To promote the new album, Travis will evenly divide its time between the U.S. and Europe, with concert dates throughout much of the summer. Already confirmed is the opening slot on Dido's stateside trek in June and early July, as well as top slots at August's Reading, Leeds, and Glasgow Green festivals in the U.K. A headlining world tour for the band is being eyed for late summer/early fall.

Travis has been on the road performing and promoting "The Invisible Band" in various international territories since early April. Among the more high-profile gigs was top billing for the Heineken Green Energy Festival in Dublin earlier this month.

A spate of worldwide TV appearances has been locked in, including a spot on "Top of the Pops" in the U.K. and on "Late Night With David Letterman" in the U.S. Adding to the band's TV profile is the circulation of a videoclip for "Sing," directed by the team of Dayton-Ferris (Red Hot Chili Peppers, Oasis). The clip is a hot European item that has just been added to VH1's playlist in the States.

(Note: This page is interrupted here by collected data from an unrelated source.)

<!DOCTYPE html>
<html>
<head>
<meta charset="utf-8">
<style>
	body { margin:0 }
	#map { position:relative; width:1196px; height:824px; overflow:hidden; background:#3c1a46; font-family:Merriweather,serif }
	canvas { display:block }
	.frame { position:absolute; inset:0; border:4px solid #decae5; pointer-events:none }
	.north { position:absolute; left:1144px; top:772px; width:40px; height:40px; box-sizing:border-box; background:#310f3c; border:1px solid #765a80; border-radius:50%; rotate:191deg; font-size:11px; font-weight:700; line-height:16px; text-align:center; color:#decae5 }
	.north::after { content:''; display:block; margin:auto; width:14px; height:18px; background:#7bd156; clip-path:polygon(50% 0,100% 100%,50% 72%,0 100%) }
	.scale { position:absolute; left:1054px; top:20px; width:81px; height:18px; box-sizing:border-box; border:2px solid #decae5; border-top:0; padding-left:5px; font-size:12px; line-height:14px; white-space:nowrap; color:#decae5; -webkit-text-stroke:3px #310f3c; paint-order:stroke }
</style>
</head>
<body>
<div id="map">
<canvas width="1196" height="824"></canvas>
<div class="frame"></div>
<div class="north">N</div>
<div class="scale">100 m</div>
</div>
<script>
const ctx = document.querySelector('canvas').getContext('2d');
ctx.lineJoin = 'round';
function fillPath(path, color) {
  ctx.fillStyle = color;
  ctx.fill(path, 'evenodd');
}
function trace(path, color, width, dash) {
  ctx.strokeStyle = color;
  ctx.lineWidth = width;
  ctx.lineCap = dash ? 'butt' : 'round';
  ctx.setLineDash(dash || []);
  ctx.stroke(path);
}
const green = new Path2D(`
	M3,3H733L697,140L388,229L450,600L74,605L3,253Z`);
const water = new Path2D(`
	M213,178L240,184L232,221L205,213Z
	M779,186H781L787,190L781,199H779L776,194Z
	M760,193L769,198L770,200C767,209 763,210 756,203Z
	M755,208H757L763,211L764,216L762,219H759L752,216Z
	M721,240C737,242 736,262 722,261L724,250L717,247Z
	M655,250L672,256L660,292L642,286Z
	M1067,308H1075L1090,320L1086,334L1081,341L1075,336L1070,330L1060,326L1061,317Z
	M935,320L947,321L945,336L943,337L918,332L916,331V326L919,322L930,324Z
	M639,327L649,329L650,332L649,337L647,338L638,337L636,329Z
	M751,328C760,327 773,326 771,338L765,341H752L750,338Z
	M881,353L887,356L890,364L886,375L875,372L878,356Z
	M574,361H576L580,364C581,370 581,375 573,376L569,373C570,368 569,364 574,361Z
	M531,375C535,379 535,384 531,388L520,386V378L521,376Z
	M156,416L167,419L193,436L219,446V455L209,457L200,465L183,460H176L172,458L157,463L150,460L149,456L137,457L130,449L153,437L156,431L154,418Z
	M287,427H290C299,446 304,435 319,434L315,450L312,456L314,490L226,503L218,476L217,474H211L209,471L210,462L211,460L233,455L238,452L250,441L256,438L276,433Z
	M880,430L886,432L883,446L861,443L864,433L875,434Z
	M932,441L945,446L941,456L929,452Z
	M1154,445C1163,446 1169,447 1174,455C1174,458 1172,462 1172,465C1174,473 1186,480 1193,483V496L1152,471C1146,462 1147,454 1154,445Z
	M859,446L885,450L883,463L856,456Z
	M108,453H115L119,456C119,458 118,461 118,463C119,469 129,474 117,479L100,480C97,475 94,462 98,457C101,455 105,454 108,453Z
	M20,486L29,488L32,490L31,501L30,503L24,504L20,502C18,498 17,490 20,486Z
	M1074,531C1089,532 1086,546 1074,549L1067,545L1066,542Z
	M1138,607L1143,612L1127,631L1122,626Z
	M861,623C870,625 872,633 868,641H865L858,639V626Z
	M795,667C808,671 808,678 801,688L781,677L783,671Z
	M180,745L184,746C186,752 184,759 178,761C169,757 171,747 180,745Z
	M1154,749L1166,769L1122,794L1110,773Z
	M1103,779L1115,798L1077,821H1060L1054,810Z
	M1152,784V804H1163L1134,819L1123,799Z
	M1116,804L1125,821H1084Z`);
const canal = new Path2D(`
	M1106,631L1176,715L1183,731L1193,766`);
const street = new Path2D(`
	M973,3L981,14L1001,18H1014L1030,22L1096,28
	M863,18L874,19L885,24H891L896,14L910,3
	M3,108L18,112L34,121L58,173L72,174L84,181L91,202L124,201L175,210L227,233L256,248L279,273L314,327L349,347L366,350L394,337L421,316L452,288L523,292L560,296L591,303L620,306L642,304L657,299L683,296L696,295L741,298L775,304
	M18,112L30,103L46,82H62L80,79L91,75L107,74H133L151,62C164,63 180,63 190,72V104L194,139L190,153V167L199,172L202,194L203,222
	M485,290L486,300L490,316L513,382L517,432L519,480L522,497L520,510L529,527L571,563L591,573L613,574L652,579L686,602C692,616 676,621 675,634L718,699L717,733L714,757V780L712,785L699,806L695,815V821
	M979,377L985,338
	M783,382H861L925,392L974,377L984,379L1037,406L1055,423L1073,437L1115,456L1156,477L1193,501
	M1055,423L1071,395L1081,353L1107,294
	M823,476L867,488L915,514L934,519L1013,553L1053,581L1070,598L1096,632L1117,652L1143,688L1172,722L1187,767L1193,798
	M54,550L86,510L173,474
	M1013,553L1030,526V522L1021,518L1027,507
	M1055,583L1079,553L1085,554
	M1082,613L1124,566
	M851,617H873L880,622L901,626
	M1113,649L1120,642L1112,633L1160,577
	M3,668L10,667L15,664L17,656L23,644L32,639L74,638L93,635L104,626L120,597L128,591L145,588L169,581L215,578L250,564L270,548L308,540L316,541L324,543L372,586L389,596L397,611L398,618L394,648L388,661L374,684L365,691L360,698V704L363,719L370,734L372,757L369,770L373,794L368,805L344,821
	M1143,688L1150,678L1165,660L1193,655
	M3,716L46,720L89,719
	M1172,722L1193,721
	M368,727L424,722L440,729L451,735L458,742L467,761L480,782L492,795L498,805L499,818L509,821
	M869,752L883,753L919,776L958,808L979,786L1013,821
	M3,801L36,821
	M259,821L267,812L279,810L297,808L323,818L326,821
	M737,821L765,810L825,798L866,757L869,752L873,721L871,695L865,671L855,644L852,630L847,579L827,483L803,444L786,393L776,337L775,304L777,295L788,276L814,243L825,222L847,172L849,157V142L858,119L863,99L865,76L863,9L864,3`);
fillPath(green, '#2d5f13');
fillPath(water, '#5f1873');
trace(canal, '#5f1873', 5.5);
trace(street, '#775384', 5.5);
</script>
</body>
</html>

All of this activity nicely supplements the campaign for "Sing," which in late April was sent to modern rock and triple-A formats in the U.S. and all formats throughout the U.K. and continental Europe. On May 28, the single will be issued to U.K. retail, sporting the original non-album B-side cuts "Beautiful," "You Don't Know What I'm Like," "Ring Out the Bell," and a cover of Queen's "Killer Queen." At this point, "Sing" will be a promo-only cut in the U.S.-a strategic move that will likely stoke retail interest here.

While all of the activity suits Healy quite well, he insists that nothing matters more than being able to sit down at the end of the day and "feel pride about a job well done with a band that has a lot of heart and soul. That may sound cliche, but it's the truth. I love reaching loads of people, but I couldn't enjoy success without feeling good about what we're doing. For me, the two absolutely have to go hand in hand."